Me: “Hi, how’s it going”

Hiker: “Just great.  Beautiful day.”

Me: “It sure is, absolutely gorgeous.”

Hiker: “Well you have a good day Sir.”

Me: “Thanks, you too.”

A brief interlude as I was passing a fellow hiker on the trail.


It seems I’ve been hearing this word a lot more lately.  “Excuse me Sir.”  “Hello, how are you doing Sir.”

I kind of want to look behind me to see who is standing there.

And it’s not that it’s bad.  It’s very respectful.  I’m just not used to hearing it, and why now?

This all seemed to start a couple of years ago, right after I turned 60.  Even saying that sounds weird to me, because I sure don’t feel old, or older.  In fact, I don’t think 60 is considered old anymore.  But suddenly people are calling me Sir.
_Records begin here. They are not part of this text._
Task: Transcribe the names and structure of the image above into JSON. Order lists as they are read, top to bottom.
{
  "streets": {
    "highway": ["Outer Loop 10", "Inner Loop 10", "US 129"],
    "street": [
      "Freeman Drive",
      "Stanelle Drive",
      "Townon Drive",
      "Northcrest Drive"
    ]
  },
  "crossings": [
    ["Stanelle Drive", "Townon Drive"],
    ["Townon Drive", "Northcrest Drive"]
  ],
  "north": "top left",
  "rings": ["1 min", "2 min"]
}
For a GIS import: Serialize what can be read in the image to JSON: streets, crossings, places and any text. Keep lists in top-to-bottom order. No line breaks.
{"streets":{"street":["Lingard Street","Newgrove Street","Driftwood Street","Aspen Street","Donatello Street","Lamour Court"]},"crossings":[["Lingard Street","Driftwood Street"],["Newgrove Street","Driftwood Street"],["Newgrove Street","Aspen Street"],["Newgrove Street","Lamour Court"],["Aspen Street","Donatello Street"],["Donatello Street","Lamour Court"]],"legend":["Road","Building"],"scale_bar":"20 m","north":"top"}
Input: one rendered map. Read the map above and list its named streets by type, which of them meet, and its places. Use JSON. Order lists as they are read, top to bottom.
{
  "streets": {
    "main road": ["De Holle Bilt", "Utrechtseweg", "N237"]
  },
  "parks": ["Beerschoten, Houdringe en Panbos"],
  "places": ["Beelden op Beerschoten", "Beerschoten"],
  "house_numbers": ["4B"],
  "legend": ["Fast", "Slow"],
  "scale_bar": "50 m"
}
When I think of the word “Sir,” I think of my father.  The Lieutenant Colonel in the Air Force.  I think of esteemed people having earned that title by some trial by fire.  More akin to the titles of professor or doctor or judge.

I find it a bit ironic because it seems like when I was younger, I as always sounding like Rodney Dangerfield – “I don’t get no respect.”  I was working hard to try to earn it.  Still didn’t always get it.  My work was sometimes plagiarized too, so I didn’t get the credit for it.

But now, apparently, just by virtue of having aged, people are very respectful.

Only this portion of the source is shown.